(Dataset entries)
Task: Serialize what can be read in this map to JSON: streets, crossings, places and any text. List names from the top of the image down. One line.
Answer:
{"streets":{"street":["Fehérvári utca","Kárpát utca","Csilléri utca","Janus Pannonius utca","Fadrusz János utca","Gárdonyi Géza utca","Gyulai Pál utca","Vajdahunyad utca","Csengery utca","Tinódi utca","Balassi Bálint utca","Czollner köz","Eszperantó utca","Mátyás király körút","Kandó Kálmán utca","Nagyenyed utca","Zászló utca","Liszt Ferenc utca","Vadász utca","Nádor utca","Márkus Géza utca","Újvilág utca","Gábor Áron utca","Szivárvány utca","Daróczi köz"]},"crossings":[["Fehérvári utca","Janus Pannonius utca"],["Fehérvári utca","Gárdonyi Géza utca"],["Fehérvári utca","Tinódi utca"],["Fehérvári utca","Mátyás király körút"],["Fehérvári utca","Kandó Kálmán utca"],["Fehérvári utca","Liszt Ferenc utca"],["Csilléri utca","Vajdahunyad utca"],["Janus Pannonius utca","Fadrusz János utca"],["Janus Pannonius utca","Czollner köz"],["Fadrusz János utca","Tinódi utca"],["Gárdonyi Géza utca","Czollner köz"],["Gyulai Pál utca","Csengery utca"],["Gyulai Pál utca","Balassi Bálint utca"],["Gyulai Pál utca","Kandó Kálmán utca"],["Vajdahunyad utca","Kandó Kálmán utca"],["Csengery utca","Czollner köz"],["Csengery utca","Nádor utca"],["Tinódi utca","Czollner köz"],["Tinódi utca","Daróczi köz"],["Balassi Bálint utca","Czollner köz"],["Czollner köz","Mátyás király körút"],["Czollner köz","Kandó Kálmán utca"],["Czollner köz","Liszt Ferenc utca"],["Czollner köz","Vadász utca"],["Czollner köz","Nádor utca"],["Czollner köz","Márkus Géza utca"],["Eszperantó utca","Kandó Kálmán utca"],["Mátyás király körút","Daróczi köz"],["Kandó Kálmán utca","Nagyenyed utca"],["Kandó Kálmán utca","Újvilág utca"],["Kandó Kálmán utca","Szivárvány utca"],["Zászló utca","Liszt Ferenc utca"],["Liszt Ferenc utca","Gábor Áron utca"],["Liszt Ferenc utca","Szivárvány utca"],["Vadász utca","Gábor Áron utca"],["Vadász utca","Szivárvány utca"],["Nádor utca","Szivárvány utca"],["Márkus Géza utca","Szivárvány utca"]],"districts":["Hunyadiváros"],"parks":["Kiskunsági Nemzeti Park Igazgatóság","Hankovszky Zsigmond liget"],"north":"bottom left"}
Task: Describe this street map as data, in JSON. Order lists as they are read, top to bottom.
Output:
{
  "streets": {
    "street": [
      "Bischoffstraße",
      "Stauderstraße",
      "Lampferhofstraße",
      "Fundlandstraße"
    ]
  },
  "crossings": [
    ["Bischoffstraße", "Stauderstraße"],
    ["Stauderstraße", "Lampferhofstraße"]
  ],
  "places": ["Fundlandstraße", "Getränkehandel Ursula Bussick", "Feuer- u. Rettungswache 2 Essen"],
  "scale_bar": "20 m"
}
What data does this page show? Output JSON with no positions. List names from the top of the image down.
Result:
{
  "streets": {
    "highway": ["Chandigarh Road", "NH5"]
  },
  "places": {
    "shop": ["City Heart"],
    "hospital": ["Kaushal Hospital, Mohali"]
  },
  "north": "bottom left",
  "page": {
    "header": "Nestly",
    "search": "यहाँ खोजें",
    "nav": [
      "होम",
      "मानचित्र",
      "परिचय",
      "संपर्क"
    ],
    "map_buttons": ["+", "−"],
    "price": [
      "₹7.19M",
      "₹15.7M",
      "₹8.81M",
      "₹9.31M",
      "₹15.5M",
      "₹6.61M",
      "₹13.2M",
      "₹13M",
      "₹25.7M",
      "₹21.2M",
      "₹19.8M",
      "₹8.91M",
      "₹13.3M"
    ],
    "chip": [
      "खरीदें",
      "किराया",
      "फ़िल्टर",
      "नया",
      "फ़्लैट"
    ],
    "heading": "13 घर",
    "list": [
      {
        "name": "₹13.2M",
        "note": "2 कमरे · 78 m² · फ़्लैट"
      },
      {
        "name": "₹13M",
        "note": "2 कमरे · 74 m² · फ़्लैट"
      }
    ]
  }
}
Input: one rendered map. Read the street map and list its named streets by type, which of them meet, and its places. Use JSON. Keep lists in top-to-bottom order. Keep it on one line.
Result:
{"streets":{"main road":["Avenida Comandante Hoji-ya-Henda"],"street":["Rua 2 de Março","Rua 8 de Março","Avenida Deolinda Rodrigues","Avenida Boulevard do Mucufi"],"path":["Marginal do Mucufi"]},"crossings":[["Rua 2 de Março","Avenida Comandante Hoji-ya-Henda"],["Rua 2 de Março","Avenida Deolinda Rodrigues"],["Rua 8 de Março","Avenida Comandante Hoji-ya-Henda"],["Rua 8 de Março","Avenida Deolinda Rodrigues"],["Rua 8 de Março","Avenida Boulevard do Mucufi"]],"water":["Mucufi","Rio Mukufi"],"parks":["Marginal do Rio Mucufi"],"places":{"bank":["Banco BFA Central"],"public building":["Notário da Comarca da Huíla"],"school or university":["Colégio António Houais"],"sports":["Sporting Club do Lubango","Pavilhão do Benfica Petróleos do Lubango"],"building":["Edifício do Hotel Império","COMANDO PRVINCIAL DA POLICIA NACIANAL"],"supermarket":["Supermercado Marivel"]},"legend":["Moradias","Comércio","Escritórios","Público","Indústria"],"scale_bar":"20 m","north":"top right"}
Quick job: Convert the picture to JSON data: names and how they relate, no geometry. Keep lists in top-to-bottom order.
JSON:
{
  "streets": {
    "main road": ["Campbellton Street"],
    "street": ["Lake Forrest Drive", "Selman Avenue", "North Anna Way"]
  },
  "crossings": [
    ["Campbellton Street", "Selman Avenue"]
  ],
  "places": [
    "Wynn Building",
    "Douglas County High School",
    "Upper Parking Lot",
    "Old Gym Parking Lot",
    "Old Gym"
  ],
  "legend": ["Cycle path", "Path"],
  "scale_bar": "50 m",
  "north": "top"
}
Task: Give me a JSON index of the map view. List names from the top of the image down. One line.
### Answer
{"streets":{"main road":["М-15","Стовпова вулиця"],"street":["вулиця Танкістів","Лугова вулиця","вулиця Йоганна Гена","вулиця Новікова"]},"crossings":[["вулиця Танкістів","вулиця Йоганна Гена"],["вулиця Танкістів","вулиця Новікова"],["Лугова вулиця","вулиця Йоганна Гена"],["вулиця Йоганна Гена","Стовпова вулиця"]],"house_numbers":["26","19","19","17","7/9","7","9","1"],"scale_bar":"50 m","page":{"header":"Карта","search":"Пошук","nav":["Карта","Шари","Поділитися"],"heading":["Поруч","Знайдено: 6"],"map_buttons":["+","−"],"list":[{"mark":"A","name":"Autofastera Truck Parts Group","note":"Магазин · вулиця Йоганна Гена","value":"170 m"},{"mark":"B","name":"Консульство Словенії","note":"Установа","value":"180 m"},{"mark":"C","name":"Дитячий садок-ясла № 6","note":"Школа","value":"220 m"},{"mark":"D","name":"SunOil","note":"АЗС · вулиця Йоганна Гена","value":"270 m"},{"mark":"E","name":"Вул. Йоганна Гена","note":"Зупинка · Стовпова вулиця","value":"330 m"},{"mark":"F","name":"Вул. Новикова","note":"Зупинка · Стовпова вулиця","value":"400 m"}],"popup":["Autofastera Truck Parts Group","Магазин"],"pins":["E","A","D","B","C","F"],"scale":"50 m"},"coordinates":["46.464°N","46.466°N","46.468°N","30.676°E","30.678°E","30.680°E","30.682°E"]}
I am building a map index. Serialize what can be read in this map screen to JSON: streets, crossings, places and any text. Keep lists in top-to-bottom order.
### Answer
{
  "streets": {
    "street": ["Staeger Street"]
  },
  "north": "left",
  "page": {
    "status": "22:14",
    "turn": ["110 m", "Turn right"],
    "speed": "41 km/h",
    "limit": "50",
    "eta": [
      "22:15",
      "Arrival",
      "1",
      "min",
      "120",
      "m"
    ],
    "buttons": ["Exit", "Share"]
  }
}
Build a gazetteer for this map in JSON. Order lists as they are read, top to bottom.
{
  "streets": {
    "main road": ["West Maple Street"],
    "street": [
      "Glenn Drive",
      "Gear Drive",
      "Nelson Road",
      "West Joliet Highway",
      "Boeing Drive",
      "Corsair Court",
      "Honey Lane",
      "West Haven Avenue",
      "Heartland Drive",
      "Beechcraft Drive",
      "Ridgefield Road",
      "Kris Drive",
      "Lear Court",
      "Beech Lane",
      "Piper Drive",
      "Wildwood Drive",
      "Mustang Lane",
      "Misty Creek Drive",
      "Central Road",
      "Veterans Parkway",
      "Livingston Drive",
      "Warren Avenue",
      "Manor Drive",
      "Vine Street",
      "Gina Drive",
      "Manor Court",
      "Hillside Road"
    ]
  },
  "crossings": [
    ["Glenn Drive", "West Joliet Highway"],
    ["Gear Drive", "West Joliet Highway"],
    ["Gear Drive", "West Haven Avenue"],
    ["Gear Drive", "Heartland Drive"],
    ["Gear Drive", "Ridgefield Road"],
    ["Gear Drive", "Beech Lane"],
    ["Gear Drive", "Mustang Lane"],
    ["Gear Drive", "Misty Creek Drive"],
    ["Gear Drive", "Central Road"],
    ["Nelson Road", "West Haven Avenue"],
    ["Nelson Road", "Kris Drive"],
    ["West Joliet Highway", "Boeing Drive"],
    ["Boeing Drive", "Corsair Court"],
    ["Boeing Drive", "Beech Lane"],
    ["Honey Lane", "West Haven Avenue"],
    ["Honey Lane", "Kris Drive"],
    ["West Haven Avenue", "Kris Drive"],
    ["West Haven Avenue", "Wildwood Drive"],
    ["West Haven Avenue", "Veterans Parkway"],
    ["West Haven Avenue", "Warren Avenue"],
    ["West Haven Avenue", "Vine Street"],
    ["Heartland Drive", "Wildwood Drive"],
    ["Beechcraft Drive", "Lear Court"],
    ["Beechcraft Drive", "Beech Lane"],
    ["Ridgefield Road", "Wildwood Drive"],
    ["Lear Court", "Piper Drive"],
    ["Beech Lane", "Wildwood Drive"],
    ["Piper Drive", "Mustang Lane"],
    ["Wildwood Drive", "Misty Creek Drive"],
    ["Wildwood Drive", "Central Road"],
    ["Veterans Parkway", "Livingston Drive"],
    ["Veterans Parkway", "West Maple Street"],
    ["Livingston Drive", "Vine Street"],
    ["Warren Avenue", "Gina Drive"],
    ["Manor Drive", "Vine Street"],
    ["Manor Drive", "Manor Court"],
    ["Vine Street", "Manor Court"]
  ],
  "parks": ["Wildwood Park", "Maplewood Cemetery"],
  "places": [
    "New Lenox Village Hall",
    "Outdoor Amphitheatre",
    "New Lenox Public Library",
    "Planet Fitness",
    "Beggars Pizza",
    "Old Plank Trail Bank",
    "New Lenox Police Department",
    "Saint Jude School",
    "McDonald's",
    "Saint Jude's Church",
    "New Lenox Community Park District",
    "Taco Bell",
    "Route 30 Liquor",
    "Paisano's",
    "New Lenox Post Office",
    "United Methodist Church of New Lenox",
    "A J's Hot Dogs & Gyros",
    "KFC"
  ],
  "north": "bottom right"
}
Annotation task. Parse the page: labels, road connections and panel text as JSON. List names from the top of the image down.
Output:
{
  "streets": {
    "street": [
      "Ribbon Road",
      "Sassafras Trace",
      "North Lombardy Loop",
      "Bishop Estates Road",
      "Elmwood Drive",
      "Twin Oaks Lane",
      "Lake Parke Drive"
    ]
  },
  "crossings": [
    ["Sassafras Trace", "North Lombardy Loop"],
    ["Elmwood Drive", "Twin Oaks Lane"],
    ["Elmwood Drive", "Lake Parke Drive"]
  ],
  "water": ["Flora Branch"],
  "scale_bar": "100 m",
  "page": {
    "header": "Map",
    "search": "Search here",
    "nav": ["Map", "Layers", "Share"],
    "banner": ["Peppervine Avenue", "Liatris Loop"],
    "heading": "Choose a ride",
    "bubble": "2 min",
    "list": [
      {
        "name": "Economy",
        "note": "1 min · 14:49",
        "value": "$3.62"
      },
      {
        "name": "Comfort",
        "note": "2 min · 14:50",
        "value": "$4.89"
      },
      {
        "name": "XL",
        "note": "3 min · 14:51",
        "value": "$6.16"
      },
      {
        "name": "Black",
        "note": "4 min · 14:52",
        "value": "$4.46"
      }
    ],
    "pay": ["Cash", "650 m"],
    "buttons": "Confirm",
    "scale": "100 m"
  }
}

**What is required:** Gather each line in the data that holds the string "Parking".

**Exercise solution:**
    "Upper Parking Lot",
    "Old Gym Parking Lot",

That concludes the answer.